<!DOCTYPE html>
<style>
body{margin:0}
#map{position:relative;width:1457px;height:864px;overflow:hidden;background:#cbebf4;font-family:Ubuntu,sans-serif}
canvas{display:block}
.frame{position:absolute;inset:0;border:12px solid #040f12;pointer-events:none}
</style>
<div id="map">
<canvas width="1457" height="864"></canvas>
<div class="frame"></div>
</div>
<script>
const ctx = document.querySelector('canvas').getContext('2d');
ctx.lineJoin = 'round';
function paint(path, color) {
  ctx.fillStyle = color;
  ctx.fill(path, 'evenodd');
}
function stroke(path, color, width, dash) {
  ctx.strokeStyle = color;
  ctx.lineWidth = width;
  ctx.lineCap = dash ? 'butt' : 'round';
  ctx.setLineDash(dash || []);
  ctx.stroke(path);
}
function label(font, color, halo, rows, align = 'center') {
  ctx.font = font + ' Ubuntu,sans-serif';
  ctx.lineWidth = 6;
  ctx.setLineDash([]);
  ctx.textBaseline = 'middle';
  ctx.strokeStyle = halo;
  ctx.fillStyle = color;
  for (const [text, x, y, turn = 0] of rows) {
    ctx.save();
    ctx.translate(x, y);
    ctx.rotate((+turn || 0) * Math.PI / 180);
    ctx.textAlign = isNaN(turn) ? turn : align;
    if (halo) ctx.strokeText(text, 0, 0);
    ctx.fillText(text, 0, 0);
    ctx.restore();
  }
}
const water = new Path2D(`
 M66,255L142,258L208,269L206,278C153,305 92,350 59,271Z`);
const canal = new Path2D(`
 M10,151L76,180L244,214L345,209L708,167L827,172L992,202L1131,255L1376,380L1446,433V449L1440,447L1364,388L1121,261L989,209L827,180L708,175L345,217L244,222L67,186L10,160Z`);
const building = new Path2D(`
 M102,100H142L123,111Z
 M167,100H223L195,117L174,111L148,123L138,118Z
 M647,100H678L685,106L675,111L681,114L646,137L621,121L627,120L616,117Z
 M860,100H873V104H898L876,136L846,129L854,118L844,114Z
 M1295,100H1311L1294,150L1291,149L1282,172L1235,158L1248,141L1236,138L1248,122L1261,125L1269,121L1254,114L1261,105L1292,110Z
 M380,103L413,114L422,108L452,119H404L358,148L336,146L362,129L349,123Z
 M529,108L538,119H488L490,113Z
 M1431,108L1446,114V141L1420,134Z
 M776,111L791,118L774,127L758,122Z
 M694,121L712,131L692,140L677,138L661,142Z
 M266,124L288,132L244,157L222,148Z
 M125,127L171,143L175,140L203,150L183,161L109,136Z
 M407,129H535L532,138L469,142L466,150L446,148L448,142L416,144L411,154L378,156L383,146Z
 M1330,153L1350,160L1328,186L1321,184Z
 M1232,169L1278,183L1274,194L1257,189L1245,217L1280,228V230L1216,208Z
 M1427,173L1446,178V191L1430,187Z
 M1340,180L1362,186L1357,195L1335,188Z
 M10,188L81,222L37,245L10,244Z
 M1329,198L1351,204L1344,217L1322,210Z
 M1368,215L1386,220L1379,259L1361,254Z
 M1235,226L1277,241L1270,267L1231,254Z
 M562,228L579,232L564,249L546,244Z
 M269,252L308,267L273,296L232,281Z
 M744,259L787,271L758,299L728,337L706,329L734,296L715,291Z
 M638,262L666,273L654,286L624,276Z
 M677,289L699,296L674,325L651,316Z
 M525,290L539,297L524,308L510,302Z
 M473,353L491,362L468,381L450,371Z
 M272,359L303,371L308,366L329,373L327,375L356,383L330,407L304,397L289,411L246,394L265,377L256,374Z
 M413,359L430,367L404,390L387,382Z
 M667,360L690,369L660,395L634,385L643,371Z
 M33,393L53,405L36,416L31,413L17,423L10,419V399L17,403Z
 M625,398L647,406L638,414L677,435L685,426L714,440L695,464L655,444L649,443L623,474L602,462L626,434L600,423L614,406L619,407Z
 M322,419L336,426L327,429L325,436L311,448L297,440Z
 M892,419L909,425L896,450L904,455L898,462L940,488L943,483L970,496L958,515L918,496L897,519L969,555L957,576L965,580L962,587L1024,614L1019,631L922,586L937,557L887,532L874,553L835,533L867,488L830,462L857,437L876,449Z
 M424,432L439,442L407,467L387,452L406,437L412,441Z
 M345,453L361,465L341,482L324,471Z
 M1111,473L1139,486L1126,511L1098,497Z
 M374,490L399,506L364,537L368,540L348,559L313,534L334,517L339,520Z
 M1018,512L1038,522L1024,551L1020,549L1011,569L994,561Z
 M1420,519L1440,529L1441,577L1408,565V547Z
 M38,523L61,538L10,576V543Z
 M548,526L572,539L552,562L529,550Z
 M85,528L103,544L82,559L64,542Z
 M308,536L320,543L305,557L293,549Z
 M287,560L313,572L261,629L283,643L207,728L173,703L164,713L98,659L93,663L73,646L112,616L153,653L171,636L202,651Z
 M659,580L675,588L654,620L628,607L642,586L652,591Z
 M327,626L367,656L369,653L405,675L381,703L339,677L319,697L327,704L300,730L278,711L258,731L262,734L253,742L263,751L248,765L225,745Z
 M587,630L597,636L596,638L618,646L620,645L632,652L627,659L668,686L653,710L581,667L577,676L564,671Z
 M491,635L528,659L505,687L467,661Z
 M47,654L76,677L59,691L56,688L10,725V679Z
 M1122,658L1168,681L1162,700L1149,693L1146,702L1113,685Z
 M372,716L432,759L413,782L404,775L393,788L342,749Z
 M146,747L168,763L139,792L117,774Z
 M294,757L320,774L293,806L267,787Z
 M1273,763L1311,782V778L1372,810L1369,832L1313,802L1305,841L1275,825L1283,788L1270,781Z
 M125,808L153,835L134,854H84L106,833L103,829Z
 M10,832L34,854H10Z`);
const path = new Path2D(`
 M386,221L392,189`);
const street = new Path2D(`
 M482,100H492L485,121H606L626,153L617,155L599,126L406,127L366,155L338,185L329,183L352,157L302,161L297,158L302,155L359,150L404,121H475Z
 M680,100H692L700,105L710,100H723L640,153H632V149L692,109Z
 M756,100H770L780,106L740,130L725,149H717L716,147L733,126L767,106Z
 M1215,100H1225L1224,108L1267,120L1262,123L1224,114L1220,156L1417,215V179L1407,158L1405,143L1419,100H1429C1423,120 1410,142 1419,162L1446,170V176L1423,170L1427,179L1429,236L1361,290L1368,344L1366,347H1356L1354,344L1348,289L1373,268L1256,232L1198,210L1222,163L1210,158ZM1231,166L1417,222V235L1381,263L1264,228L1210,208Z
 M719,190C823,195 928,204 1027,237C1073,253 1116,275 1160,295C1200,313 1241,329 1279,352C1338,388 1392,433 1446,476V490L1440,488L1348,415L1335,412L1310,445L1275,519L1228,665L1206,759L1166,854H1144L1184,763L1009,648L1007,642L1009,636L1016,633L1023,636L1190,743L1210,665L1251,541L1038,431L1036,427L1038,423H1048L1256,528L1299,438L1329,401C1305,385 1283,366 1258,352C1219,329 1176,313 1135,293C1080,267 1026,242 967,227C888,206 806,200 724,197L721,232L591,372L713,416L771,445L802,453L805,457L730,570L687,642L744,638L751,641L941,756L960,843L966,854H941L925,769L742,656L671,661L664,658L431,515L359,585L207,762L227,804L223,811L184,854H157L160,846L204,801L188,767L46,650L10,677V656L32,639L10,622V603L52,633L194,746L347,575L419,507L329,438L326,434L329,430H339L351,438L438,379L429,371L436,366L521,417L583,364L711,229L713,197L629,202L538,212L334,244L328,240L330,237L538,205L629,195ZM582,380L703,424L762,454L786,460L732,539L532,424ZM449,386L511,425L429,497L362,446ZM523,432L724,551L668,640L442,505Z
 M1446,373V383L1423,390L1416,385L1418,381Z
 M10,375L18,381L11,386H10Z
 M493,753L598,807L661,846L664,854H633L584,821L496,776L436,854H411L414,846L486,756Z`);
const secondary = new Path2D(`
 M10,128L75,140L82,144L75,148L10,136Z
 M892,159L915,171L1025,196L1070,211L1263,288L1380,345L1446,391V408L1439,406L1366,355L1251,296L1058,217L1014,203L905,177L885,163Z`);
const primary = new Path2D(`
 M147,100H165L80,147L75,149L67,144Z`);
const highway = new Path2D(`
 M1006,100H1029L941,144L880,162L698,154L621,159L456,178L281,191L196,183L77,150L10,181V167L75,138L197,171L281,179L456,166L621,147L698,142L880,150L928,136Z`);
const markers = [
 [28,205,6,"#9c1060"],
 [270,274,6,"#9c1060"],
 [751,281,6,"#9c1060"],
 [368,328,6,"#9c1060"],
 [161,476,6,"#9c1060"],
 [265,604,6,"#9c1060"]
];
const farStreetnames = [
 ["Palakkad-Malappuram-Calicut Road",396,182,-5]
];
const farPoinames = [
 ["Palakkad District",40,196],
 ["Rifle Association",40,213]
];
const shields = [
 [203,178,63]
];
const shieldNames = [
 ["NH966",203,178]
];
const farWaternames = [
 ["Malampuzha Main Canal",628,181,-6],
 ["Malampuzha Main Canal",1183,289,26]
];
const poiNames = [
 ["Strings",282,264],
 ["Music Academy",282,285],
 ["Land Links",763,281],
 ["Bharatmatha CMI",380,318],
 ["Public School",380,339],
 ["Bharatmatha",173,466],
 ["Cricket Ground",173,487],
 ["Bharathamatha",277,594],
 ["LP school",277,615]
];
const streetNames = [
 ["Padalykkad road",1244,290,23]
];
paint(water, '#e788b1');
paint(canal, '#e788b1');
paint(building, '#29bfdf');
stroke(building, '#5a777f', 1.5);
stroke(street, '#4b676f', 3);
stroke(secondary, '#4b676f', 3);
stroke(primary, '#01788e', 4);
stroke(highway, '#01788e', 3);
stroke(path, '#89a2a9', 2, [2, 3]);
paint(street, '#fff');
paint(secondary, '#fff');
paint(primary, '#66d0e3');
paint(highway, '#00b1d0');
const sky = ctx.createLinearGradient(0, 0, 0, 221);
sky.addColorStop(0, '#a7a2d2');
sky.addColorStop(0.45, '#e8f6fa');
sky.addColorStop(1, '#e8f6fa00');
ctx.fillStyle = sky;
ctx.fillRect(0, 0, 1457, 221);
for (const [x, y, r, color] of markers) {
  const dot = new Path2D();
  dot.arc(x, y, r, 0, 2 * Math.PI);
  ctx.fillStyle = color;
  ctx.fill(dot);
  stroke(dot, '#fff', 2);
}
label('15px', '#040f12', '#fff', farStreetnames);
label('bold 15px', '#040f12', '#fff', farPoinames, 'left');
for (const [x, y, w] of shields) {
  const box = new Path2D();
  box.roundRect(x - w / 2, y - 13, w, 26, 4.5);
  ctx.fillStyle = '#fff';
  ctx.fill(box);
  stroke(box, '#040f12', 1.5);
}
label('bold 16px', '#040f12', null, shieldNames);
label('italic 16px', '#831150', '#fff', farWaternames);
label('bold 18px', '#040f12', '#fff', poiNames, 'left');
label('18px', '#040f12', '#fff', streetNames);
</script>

════════

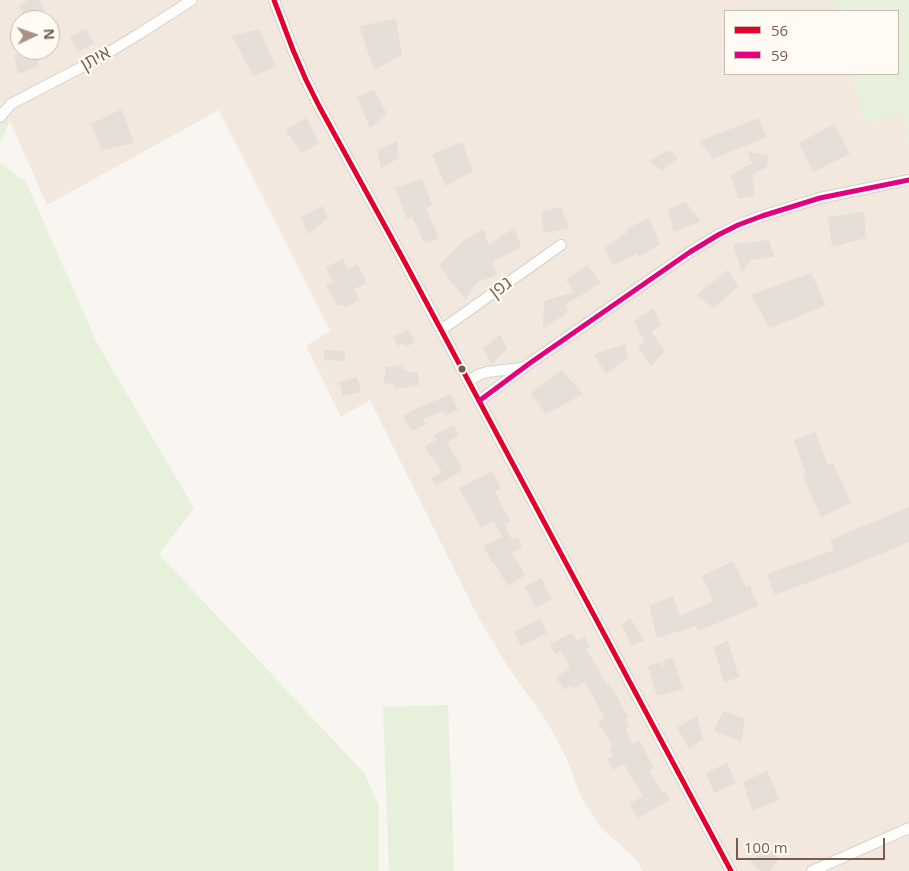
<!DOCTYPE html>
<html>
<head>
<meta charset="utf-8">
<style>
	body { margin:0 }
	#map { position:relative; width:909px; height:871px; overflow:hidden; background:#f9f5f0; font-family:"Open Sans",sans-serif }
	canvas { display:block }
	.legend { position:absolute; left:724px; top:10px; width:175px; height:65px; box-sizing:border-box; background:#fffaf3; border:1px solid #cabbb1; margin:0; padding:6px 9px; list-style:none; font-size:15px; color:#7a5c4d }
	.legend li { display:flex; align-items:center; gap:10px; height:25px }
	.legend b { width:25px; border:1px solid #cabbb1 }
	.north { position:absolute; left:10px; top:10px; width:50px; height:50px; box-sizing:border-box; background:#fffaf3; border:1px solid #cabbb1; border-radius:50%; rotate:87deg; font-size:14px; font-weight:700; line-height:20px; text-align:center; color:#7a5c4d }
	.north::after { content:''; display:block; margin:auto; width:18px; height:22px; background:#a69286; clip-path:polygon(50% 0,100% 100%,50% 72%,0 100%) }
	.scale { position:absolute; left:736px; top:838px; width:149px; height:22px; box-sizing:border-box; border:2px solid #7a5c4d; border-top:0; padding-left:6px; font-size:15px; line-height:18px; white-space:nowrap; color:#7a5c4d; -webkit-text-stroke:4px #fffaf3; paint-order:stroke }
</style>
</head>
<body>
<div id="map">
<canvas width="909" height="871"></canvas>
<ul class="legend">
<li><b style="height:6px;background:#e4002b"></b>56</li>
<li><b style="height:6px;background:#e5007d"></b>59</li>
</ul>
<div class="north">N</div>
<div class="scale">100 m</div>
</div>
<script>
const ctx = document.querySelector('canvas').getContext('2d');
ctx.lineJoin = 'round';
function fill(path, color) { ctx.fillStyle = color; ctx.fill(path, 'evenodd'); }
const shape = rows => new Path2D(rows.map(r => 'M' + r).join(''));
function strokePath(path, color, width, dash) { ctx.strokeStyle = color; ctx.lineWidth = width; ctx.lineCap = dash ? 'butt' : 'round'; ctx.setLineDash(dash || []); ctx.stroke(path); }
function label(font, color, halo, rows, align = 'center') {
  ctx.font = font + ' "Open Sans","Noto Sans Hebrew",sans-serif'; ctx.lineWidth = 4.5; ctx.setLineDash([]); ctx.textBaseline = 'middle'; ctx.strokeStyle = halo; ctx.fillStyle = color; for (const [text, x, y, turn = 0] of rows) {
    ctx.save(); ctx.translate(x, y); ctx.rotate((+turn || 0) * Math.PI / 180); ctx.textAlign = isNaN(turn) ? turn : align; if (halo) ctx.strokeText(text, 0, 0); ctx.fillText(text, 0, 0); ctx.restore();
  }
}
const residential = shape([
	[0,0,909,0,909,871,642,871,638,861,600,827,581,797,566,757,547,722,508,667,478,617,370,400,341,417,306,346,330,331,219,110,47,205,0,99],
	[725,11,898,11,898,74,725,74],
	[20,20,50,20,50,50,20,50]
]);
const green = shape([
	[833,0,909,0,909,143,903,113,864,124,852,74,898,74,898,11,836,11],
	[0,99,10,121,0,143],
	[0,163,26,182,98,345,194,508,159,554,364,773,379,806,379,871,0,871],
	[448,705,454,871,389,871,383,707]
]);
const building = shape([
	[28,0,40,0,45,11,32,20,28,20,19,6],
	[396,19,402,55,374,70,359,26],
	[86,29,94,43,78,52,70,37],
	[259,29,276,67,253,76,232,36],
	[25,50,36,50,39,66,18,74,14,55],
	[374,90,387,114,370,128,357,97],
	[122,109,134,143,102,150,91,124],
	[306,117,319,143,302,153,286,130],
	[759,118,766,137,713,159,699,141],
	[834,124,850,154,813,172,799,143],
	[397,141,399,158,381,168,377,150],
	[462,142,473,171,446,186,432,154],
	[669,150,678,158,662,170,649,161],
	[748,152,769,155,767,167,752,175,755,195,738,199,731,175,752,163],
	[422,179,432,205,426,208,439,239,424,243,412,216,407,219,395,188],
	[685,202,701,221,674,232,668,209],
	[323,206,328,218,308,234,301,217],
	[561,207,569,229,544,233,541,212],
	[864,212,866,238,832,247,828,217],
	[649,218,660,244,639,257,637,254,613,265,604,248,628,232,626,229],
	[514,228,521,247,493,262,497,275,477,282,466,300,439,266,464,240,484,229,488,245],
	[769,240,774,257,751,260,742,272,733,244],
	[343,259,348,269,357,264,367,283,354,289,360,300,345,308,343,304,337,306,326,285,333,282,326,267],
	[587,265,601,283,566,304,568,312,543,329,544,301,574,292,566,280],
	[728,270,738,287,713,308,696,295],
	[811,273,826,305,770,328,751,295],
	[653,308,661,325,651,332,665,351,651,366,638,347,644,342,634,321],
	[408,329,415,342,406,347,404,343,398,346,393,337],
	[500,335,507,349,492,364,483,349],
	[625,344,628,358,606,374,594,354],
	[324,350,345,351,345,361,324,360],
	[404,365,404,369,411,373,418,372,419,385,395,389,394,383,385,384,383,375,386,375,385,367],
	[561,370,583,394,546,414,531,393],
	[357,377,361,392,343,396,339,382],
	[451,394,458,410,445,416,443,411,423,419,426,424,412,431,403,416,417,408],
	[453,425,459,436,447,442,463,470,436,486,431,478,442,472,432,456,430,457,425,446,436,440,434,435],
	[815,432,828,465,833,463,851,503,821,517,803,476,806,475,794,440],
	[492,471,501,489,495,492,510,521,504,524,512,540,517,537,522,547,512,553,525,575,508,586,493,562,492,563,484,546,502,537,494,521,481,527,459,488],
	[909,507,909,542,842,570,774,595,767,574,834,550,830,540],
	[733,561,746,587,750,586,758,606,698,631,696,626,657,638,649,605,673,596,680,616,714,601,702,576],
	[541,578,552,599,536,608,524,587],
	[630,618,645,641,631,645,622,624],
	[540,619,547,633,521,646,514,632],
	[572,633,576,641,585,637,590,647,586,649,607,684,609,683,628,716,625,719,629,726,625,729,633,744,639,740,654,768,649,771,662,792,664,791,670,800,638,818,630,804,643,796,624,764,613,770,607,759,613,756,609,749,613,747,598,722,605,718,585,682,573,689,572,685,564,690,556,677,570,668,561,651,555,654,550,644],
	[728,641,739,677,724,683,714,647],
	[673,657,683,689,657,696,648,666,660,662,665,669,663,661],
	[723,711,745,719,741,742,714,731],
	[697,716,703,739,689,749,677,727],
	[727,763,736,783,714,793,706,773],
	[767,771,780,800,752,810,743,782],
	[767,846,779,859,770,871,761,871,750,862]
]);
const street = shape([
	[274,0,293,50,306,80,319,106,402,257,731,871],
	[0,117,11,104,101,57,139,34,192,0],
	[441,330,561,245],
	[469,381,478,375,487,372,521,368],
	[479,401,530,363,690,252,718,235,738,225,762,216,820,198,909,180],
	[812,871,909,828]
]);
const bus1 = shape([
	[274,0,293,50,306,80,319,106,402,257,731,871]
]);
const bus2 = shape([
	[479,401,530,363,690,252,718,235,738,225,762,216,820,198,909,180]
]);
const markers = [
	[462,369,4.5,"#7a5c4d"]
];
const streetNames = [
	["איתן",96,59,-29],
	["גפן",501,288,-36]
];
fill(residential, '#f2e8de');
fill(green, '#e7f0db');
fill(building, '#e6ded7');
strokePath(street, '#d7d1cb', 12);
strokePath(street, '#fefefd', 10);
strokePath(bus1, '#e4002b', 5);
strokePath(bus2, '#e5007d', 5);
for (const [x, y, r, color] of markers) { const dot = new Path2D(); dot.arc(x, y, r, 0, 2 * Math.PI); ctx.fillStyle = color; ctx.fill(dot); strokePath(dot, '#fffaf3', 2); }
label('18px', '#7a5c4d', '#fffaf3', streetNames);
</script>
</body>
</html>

════════

__Prompt__
Return, from the entries, each line that holds "addColorStop".

__Written answer__
sky.addColorStop(0, '#a7a2d2');
sky.addColorStop(0.45, '#e8f6fa');
sky.addColorStop(1, '#e8f6fa00');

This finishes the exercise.